Most recently the partnership is at the core of a new consortia the Smart Nano - manufacturing Corridor who have progressed to full proposal development wave 2 of the UKRI Strength in Places Fund https://www.ukri.org/funding/funding-opportunities/strength-in-places-fund/wave-2-seedcorn-funded-proposals/
[1] A review of high magnetic moment thin films for microscale and nanotechnology applications Applied Physics Reviews 3, 011301 (2016); https://doi.org/10.1063/1.4941311
[2] Storage device head using high magnetic moment material including a rare earth material and a transition metal US9773512B2.
Caption: Seagate Technology Sponsored CDT students at the Springtown site for meeting with mentors
In 2010 Seagate Technology provided some £1.6M along with £7.5M of donated capital equipment to established Ansin, an advanced materials hub (https://www.bbc.co.uk/news/10267681 ). Since then they have invested over £2M. to support research and develop new programmes.

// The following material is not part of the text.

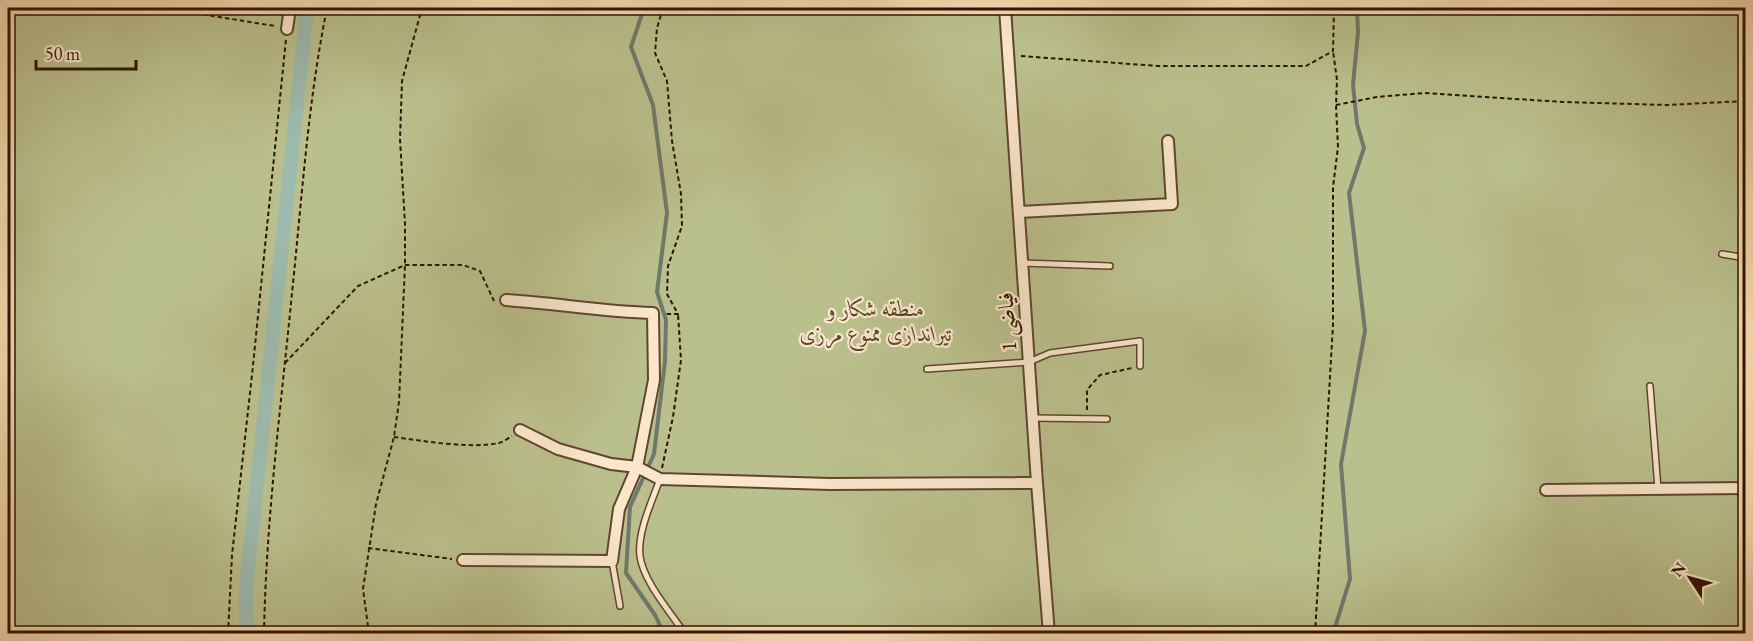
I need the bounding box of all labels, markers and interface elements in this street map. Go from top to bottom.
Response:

The work has led to partnership with the University of Glasgow and a dozen UK companies for the establishment of the EPSRC Centre for Doctoral Training in Photonic Integration & Advanced Data Storage www.cdt-piads.ac.uk (https://gow.epsrc.ukri.org/NGBOViewGrant.aspx?GrantRef=EP/L015323/1 ) and comprised and investment by all of some £8.2M delivering fifty PhD scientists and engineers This was successfully renewed in 2018 and we added the partnership of Science Foundation Ireland (SFI) Irish Photonic Integration Centre www.ipic.ie at the Tyndall National Institute, Cork Ireland to become the EPSRC & SFI Centre for Doctoral Training in Photonic Integration & Advanced Data Storage (https://gow.epsrc.ukri.org/NGBOViewGrant.aspx?GrantRef=EP/S023321/1 ) to delivery seventy five PhD/EngD scientists and engineers in a £13M investment through to 2028.
In 2017 Professor Bowman was awarded the Seagate Technology / Royal Academy of Engineering Research Chair in Advanced Materials for Data Storage.